Richard Strauss (1864-1949) *
Quatre derniers lieder (Vier letzte Lieder) *, pour soprano & orchestre. [D'après des poèmes de Hermann Hesse (1877-1962) et de Joseph von Eichendorff (1788-1857)]
Frühling (Printemps / Hesse) - September (Septembre / Hesse) - Beim Schlafengehen (En allant se coucher / Hesse) - Im Abendrot (Au crépuscule / Eichendorff)
Capriccio, conversation en musique, opéra en un acte, op. 85
(Livret de C. Krauss et du compositeur)
Scène Finale (Monologue de la comtesse) : "Kein Andres, das mir so im Herzen loht"
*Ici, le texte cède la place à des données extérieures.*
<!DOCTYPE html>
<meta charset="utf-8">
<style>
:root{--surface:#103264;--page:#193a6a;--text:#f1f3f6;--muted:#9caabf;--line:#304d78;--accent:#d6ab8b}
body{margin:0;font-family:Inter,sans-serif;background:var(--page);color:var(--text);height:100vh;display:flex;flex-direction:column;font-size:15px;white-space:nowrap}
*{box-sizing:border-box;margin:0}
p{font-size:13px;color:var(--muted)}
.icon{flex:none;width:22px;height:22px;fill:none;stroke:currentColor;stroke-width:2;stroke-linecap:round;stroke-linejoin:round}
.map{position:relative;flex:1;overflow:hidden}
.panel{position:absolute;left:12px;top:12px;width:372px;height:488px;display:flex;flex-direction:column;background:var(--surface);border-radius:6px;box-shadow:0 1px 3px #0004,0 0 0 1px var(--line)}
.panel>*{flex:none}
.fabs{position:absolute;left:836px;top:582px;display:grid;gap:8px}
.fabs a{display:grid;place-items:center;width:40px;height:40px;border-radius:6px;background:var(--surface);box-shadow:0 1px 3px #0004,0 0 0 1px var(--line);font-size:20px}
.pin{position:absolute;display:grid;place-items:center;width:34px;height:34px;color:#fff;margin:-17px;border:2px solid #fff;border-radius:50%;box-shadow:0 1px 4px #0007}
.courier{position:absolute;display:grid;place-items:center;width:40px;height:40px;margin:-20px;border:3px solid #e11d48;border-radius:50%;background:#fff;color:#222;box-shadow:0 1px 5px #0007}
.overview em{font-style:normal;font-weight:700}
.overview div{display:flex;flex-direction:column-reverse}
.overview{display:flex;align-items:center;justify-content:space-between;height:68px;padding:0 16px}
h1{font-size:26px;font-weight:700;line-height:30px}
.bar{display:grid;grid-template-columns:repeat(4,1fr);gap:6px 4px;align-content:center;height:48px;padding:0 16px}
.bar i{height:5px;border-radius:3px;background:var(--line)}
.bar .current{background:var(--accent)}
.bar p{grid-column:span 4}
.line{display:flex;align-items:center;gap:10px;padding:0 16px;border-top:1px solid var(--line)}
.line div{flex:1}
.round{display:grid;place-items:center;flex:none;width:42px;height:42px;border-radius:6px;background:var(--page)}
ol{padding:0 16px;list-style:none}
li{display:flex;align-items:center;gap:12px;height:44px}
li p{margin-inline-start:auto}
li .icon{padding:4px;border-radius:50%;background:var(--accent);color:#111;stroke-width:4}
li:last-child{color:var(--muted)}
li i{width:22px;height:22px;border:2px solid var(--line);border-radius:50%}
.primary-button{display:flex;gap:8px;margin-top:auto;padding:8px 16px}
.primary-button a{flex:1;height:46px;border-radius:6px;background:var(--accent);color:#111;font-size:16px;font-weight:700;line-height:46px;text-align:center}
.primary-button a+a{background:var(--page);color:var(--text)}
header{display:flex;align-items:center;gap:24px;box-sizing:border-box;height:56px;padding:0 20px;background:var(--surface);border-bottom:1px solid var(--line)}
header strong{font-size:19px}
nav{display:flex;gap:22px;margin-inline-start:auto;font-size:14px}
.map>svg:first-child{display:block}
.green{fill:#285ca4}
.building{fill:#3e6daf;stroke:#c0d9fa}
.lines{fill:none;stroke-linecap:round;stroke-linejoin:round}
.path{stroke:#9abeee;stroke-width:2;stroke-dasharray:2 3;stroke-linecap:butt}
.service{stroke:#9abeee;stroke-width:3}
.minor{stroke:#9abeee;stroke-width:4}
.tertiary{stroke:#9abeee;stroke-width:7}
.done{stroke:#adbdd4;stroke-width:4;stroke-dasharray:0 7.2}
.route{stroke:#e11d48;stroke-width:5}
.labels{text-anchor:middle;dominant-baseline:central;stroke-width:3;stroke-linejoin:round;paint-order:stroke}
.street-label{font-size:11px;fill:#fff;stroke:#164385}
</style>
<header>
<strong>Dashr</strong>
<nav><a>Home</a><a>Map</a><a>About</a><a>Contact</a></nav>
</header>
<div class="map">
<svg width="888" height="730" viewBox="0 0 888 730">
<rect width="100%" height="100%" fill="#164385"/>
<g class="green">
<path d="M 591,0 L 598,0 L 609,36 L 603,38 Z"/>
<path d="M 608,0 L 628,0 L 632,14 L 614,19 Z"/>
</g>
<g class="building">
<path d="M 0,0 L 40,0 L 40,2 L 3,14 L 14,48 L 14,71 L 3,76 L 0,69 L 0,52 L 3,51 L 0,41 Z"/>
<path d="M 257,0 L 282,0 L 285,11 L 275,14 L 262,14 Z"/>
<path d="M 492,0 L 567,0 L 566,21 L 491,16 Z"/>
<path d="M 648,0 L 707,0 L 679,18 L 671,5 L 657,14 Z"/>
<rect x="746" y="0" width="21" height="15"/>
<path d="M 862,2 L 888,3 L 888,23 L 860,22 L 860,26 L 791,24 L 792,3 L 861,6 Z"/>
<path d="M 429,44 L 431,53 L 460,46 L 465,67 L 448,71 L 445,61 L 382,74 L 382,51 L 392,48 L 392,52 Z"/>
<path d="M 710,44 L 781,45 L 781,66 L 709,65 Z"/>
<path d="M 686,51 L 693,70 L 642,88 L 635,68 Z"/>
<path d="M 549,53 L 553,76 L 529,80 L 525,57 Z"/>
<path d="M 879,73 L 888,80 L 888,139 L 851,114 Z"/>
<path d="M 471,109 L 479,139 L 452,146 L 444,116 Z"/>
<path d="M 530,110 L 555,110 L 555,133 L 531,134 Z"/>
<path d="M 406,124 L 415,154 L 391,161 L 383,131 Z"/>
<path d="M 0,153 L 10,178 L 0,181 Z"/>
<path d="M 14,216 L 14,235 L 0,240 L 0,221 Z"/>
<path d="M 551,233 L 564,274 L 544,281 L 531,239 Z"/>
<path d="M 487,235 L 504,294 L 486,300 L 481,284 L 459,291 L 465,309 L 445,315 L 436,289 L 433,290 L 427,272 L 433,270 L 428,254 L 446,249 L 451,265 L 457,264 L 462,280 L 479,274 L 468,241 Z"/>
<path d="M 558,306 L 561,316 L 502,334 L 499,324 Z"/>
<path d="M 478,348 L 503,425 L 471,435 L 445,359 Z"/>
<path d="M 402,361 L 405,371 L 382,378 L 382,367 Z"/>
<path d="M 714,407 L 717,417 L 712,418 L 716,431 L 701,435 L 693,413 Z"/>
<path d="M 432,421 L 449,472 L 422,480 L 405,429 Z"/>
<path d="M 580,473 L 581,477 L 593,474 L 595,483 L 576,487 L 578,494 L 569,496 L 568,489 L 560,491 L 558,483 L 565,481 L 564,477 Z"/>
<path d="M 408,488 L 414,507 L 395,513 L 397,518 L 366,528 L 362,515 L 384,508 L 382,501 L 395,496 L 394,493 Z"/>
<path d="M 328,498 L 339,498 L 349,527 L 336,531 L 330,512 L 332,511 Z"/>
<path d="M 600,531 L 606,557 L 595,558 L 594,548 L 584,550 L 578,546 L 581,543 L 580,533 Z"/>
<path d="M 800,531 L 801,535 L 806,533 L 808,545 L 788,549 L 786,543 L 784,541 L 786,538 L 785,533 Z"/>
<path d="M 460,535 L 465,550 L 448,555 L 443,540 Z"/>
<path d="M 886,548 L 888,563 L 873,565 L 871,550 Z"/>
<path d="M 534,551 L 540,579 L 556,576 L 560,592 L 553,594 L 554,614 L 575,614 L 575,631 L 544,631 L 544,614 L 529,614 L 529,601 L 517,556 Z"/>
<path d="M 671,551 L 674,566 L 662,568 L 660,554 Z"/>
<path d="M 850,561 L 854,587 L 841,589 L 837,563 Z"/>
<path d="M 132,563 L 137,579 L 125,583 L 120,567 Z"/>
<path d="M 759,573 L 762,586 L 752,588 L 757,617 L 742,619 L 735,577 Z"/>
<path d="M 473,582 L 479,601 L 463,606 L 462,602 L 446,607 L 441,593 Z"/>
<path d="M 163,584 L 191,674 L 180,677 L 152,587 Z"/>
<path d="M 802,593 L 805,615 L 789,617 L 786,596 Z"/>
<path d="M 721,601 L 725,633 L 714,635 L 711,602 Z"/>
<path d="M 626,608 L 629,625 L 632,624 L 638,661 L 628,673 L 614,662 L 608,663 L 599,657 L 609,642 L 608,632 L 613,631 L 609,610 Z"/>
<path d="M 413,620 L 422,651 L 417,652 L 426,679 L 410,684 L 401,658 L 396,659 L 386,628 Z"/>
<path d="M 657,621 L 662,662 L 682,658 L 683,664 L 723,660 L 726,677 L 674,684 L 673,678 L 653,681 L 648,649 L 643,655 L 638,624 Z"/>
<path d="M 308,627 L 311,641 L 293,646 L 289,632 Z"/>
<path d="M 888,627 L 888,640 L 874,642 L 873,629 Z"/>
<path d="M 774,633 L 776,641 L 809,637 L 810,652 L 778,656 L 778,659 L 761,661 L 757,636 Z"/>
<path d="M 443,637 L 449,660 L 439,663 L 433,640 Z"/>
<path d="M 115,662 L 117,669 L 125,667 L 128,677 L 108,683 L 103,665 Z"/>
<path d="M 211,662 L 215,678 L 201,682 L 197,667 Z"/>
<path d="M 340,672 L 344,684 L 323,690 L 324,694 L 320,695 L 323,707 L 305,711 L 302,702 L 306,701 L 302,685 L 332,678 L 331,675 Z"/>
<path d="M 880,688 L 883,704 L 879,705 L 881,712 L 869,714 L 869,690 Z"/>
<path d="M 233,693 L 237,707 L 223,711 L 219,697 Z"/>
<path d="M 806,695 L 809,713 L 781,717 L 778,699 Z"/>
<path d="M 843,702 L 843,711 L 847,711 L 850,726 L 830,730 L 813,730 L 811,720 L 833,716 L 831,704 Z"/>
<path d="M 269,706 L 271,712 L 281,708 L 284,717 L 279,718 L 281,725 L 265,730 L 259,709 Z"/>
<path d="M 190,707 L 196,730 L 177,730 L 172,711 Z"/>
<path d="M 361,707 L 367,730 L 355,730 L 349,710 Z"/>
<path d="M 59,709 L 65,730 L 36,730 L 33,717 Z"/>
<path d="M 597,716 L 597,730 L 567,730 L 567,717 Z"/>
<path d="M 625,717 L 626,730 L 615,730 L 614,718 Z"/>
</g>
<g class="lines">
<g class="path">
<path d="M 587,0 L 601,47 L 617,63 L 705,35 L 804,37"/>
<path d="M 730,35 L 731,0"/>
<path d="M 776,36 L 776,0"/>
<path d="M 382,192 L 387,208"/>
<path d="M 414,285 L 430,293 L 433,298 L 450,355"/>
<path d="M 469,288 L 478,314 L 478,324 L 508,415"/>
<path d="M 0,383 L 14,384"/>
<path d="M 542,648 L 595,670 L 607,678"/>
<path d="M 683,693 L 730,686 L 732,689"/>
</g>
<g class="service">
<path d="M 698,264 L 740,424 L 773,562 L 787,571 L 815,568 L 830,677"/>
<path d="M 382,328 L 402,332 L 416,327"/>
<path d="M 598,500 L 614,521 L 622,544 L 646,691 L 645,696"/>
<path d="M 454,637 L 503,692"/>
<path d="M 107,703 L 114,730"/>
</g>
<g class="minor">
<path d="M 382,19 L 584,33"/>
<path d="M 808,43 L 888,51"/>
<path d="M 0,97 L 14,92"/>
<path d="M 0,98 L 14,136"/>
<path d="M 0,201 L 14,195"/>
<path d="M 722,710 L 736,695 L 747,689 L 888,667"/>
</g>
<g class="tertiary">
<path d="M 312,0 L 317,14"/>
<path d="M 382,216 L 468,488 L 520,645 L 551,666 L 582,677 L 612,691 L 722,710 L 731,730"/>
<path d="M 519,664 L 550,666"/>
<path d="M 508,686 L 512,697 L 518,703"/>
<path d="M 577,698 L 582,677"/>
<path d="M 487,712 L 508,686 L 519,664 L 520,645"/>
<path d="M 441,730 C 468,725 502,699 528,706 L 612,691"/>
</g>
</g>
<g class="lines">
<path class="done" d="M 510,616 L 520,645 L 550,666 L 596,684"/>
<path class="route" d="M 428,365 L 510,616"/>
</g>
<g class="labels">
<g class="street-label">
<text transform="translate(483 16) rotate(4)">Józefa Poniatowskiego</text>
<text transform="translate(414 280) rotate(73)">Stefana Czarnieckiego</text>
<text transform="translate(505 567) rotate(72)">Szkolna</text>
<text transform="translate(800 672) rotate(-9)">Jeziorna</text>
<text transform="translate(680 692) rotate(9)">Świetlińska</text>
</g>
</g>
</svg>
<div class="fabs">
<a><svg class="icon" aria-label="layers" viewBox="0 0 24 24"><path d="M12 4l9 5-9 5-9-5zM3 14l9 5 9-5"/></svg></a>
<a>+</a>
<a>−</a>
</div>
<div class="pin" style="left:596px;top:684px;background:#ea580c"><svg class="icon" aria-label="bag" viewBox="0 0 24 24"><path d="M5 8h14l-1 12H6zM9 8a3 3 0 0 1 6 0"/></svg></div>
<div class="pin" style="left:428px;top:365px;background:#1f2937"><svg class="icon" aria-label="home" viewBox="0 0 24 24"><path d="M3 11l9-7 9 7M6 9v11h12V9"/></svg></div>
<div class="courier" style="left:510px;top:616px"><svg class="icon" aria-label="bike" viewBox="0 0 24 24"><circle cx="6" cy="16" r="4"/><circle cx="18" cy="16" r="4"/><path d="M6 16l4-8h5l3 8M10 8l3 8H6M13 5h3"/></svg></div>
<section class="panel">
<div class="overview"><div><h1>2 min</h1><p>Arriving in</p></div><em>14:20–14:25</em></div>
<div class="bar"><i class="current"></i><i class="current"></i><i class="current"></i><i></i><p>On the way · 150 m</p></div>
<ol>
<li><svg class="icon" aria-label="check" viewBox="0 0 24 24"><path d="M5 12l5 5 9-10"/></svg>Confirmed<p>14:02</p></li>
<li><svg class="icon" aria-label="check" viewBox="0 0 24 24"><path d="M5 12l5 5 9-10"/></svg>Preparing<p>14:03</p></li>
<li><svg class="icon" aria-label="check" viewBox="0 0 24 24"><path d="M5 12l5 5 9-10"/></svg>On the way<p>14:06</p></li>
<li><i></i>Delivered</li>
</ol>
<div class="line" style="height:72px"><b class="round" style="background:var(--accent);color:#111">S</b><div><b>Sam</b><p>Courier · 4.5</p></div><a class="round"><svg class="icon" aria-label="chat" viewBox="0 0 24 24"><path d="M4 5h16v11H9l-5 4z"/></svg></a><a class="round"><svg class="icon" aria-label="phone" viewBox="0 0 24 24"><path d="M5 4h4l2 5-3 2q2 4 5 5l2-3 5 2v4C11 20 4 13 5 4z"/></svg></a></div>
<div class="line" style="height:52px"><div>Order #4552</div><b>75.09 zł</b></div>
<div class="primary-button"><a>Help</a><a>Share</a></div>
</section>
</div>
Maurice Ravel (1875-1937) **
Schéhérazade
Asie - La Flûte enchantée - L'Indifférent

Wolfgang Amadeus Mozart (1756-1791) ***
Les Noces de Figaro (Extraits)
Cavatine "Porgi, amor, qualche ristoro"
Récitatif & Air : "E Susanna non vien !" - Dove sono i bei momenti"

Interprètes

Elisabeth Söderström, soprano
* Royal Philharmonic Orchestra, direction Antal Dorati (1906-1988)
** BBC Symphony Orchestra, direction Pierre Boulez
*** Royal Liverpool Philharmonic Orchestra, direction Sir John Pritchard (1921-1989)

Renseignements

67:46 - ADD stéréo & mono - Enregistré à Londres, au Royal Festival Hall le *3 octobre 1976 et au Royal Albert Hall le **3 août 1971 et le ***20 août 1960 - Notes en français, anglais, allemand

Notes

C'est en 1947, âgée de seulement 23 ans, que Elisabeth Söderström fit ses débuts sur scène au théâtre Drottningholm en Suède, dans le rôle de Bastienne. Peu après, on la trouvait déjà à Salzbourg puis à Glyndebourne et Londres, dans les grands rôles de Mozart à Strauss en passant (un petit crochet, je vous l'accorde) par Monteverdi et Janacek, Tchaïkovski ou Beethoven, sans oublier les opérettes où son sens de l'humour trouvait tout son épanouissement. Son répertoire immense ne l'empêcha jamais de chanter tout autant avec la voix qu'avec le coeur, ce que tant de ténorissimi célébrissimi ont oublié à mesure qu'épaississaient le portefeuille, les chevilles et le gosier.
    Elle est ici, entre 1960 et 1976, au summum de ses capacités vocales et dramatiques ; sa vision posée, toute en retenue passionnée et en tendresse, des Quatre derniers Lieder de Strauss ne devrait laisser aucun oeil sec. Dans Ravel, Boulez l'accompagne avec l'attention d'un alchimiste aux commandes d'une dangereuse expérience : avec pondération, au doigt et à l'oeil.